Do you get that out of the box or is that after a year of customization?
It’s very much out of the box. Compare that to where we were even five years ago. You’d go talk to CA or IBM and six months or maybe a year later they were done configuring every little potential path through an app. Ours is automatic. And as we go forward, it’s getting to the point where all dependencies are mapped between everything in minutes. And it’s not just once, it’s always mapped all the time, which is unheard of.
On the cloud front, how are your SaaS offerings doing?
Our “as a service business” is about $150 million, between Synthetic and Ruxit, so we have a significant part of the installed base that just want to use APM as a service.It partly stems from the fact that it’s hard to find real experts in the full stack of monitoring today. We have lots of experts.

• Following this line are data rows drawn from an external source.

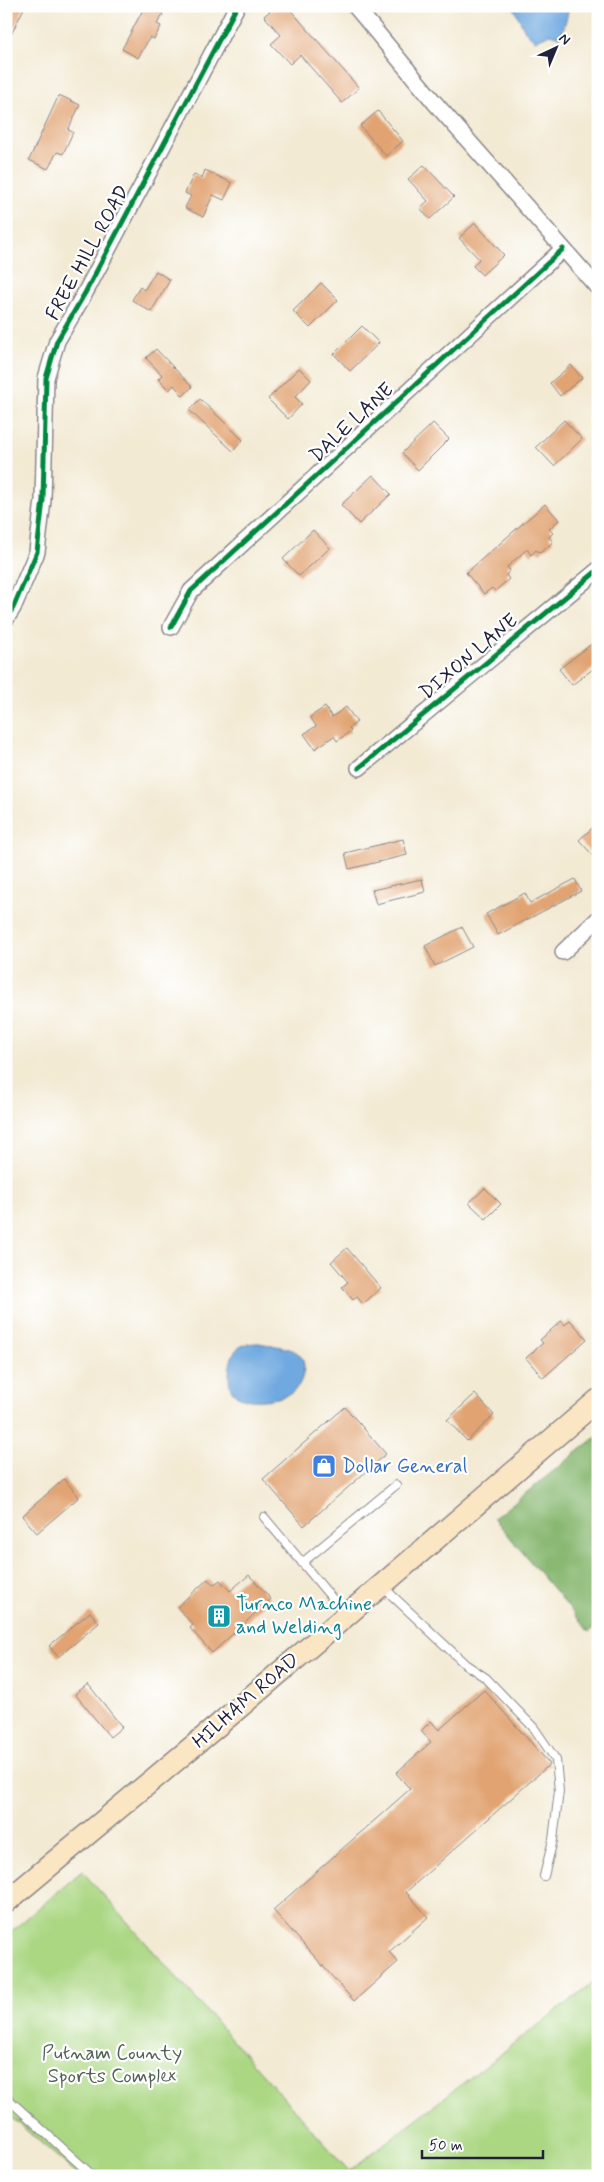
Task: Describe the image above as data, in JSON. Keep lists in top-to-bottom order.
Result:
{
  "streets": {
    "main road": ["HILHAM ROAD"],
    "street": ["FREE HILL ROAD", "DALE LANE", "DIXON LANE"]
  },
  "parks": ["Putnam County Sports Complex"],
  "places": {
    "shop": ["Dollar General"],
    "building": ["Turnco Machine and Welding"]
  },
  "scale_bar": "50 m",
  "north": "top right"
}
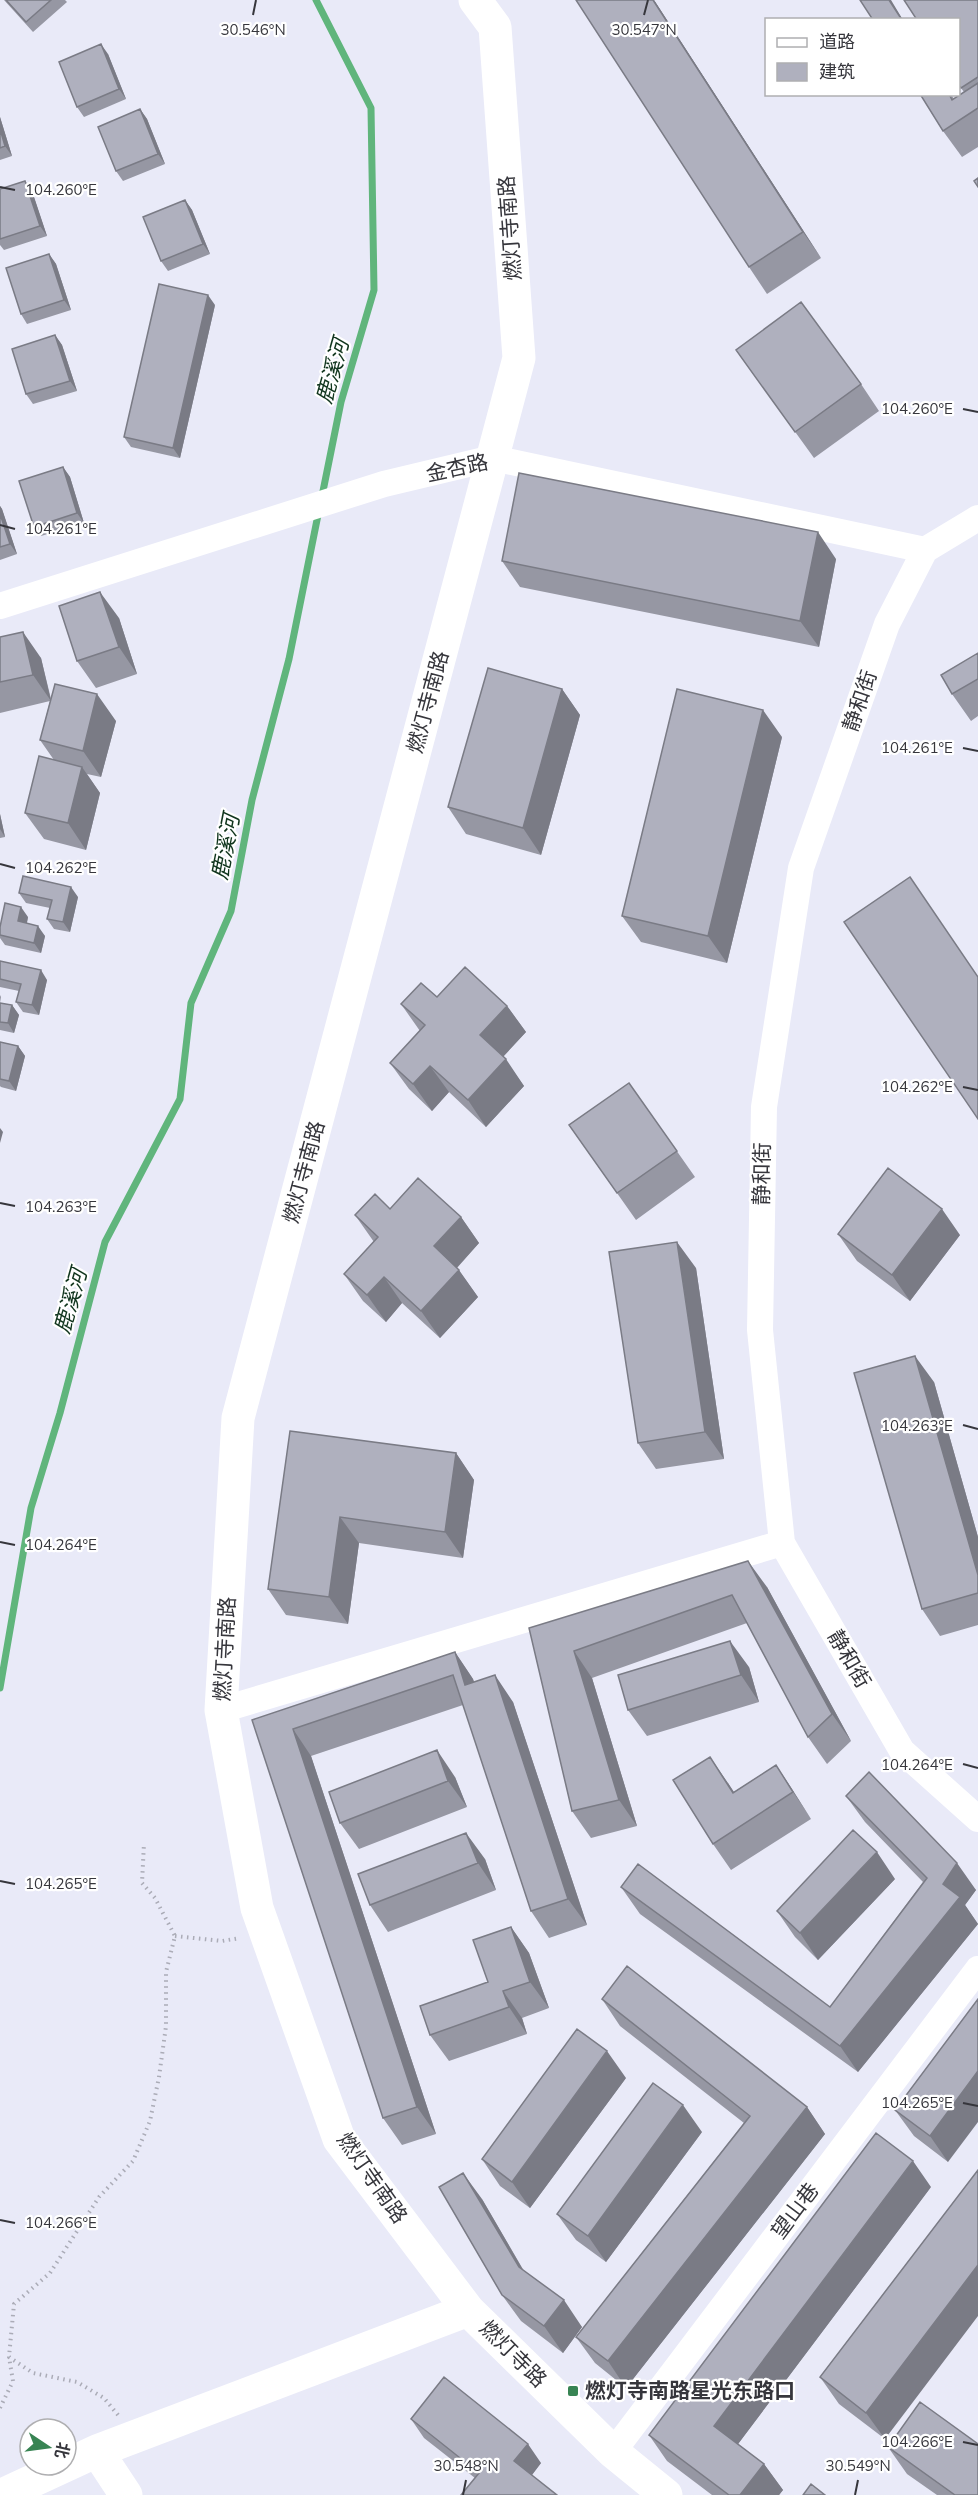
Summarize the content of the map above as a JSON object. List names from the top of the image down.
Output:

What has changed since you became an independent company?
One of the biggest changes is the culture. As an independent business we can take on a culture focused on innovation and customer success. This is now a meritocracy, where your results matter to the business as well as to yourself and your career, as opposed to the “who you know” kind of model. That’s really refreshing for the organization because it strips away clutter and confusion about who reports to who, who does what, etc., especially in the international spaces where we had literally six different businesses sitting in the same office.
That’s all cleaned up now. If you go to our French office it’s Dynatrace, if you go to the Sydney office it’s Dynatrace. It may sound like a little thing, but its fundamentally powerful because everybody now has identification with one thing and the success of one thing.
It also enables us as leaders to accelerate change, whether that’s reacting faster to market shifts, or the pace of product innovation, or branding or reengaging the market in terms of what we’re about, how we’re different, those kinds of things. The speed at which we can react has stepped up dramatically.
All of these things are really important to success in this very competitive, dynamic market. My hat is off to Thoma Bravo for recognizing that there was a diamond in the rough here and somebody needed to come in and carve it out and give it its own life and charter and ability to attack the market. They’ve been a great partner.
A great partner in what way?
Here’s one example. They looked at our support costs and said they were too high relative to their portfolio companies. So we looked at that and ended up coming up with a way of actually doing better than their benchmarks and increasing customer satisfaction at the same time. We reorganized and moved from a traditional support model focused on how many cases closed per month, and shifted it over to engineering, where it’s about reducing the total number of cases in the first place by building a better product. Now engineering spends less time on escalations because they are right in the middle of what’s coming in. They get to see what’s coming in on a daily basis and react to them in each and every product.
It just took re-spinning and thinking about it once they showed us the benchmark was off. We’ve probably done at least a half dozen of those transformational kinds of things and it’s made a world of difference in our efficiency, in the satisfaction of customers, in our speed to market. My hat is off to those guys.